● Dataset excerpts:

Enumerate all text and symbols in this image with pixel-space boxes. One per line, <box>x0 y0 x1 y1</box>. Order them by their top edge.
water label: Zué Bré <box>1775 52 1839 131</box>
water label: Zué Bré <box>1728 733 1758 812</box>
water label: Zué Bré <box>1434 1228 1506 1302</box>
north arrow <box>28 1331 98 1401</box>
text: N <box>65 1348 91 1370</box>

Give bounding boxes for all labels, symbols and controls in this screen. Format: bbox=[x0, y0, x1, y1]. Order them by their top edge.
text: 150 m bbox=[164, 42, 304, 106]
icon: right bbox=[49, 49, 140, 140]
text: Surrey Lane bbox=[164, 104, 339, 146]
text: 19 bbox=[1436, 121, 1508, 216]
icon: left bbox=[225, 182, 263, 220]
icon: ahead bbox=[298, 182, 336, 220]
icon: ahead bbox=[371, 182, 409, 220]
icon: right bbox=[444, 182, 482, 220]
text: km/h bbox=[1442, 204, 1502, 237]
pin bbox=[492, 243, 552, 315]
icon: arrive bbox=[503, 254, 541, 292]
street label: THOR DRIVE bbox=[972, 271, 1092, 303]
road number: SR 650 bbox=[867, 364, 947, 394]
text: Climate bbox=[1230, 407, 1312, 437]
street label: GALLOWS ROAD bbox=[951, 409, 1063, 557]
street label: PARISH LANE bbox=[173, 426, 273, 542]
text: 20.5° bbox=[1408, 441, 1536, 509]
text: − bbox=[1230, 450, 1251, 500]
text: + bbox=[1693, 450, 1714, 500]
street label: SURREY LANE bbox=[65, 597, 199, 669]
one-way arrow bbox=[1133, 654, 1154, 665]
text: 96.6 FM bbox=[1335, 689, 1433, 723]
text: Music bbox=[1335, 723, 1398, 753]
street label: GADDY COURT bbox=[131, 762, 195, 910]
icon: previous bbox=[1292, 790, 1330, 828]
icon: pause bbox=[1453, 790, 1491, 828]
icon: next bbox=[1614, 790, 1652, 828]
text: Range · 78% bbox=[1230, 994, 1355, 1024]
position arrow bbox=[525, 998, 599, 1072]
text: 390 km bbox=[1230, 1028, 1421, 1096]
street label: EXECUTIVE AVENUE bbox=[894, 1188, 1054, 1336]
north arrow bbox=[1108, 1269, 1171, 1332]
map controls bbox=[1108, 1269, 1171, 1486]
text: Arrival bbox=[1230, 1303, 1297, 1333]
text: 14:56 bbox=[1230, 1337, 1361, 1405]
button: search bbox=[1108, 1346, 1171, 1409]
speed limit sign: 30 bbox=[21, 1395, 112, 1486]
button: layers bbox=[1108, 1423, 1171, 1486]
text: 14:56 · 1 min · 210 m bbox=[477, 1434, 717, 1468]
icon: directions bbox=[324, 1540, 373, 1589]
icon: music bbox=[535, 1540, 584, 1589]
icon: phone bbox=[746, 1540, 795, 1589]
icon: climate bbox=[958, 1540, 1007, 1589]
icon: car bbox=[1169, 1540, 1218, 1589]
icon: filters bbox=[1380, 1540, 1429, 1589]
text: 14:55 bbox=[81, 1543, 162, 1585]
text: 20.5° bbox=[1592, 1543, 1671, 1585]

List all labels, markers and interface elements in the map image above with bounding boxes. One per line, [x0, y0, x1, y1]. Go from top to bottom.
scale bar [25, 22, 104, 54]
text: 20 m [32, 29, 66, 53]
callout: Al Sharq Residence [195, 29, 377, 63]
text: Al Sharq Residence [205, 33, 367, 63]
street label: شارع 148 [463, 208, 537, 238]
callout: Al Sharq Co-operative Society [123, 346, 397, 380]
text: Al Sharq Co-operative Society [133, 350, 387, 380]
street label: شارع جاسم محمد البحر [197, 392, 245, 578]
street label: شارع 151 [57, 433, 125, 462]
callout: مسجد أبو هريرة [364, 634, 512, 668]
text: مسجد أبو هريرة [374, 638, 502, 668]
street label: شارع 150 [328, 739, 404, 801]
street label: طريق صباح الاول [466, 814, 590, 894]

● Required work:
The records above need to be duplicated. Keep every word unchanged.

● Response for this exercise:
Enumerate all text and symbols in this image with pixel-space boxes. One per line, <box>x0 y0 x1 y1</box>. Order them by their top edge.
water label: Zué Bré <box>1775 52 1839 131</box>
water label: Zué Bré <box>1728 733 1758 812</box>
water label: Zué Bré <box>1434 1228 1506 1302</box>
north arrow <box>28 1331 98 1401</box>
text: N <box>65 1348 91 1370</box>

Give bounding boxes for all labels, symbols and controls in this screen. Format: bbox=[x0, y0, x1, y1]. Order them by their top edge.
text: 150 m bbox=[164, 42, 304, 106]
icon: right bbox=[49, 49, 140, 140]
text: Surrey Lane bbox=[164, 104, 339, 146]
text: 19 bbox=[1436, 121, 1508, 216]
icon: left bbox=[225, 182, 263, 220]
icon: ahead bbox=[298, 182, 336, 220]
icon: ahead bbox=[371, 182, 409, 220]
icon: right bbox=[444, 182, 482, 220]
text: km/h bbox=[1442, 204, 1502, 237]
pin bbox=[492, 243, 552, 315]
icon: arrive bbox=[503, 254, 541, 292]
street label: THOR DRIVE bbox=[972, 271, 1092, 303]
road number: SR 650 bbox=[867, 364, 947, 394]
text: Climate bbox=[1230, 407, 1312, 437]
street label: GALLOWS ROAD bbox=[951, 409, 1063, 557]
street label: PARISH LANE bbox=[173, 426, 273, 542]
text: 20.5° bbox=[1408, 441, 1536, 509]
text: − bbox=[1230, 450, 1251, 500]
text: + bbox=[1693, 450, 1714, 500]
street label: SURREY LANE bbox=[65, 597, 199, 669]
one-way arrow bbox=[1133, 654, 1154, 665]
text: 96.6 FM bbox=[1335, 689, 1433, 723]
text: Music bbox=[1335, 723, 1398, 753]
street label: GADDY COURT bbox=[131, 762, 195, 910]
icon: previous bbox=[1292, 790, 1330, 828]
icon: pause bbox=[1453, 790, 1491, 828]
icon: next bbox=[1614, 790, 1652, 828]
text: Range · 78% bbox=[1230, 994, 1355, 1024]
position arrow bbox=[525, 998, 599, 1072]
text: 390 km bbox=[1230, 1028, 1421, 1096]
street label: EXECUTIVE AVENUE bbox=[894, 1188, 1054, 1336]
north arrow bbox=[1108, 1269, 1171, 1332]
map controls bbox=[1108, 1269, 1171, 1486]
text: Arrival bbox=[1230, 1303, 1297, 1333]
text: 14:56 bbox=[1230, 1337, 1361, 1405]
button: search bbox=[1108, 1346, 1171, 1409]
speed limit sign: 30 bbox=[21, 1395, 112, 1486]
button: layers bbox=[1108, 1423, 1171, 1486]
text: 14:56 · 1 min · 210 m bbox=[477, 1434, 717, 1468]
icon: directions bbox=[324, 1540, 373, 1589]
icon: music bbox=[535, 1540, 584, 1589]
icon: phone bbox=[746, 1540, 795, 1589]
icon: climate bbox=[958, 1540, 1007, 1589]
icon: car bbox=[1169, 1540, 1218, 1589]
icon: filters bbox=[1380, 1540, 1429, 1589]
text: 14:55 bbox=[81, 1543, 162, 1585]
text: 20.5° bbox=[1592, 1543, 1671, 1585]

List all labels, markers and interface elements in the map image above with bounding boxes. One per line, [x0, y0, x1, y1]. Go from top to bottom.
scale bar [25, 22, 104, 54]
text: 20 m [32, 29, 66, 53]
callout: Al Sharq Residence [195, 29, 377, 63]
text: Al Sharq Residence [205, 33, 367, 63]
street label: شارع 148 [463, 208, 537, 238]
callout: Al Sharq Co-operative Society [123, 346, 397, 380]
text: Al Sharq Co-operative Society [133, 350, 387, 380]
street label: شارع جاسم محمد البحر [197, 392, 245, 578]
street label: شارع 151 [57, 433, 125, 462]
callout: مسجد أبو هريرة [364, 634, 512, 668]
text: مسجد أبو هريرة [374, 638, 502, 668]
street label: شارع 150 [328, 739, 404, 801]
street label: طريق صباح الاول [466, 814, 590, 894]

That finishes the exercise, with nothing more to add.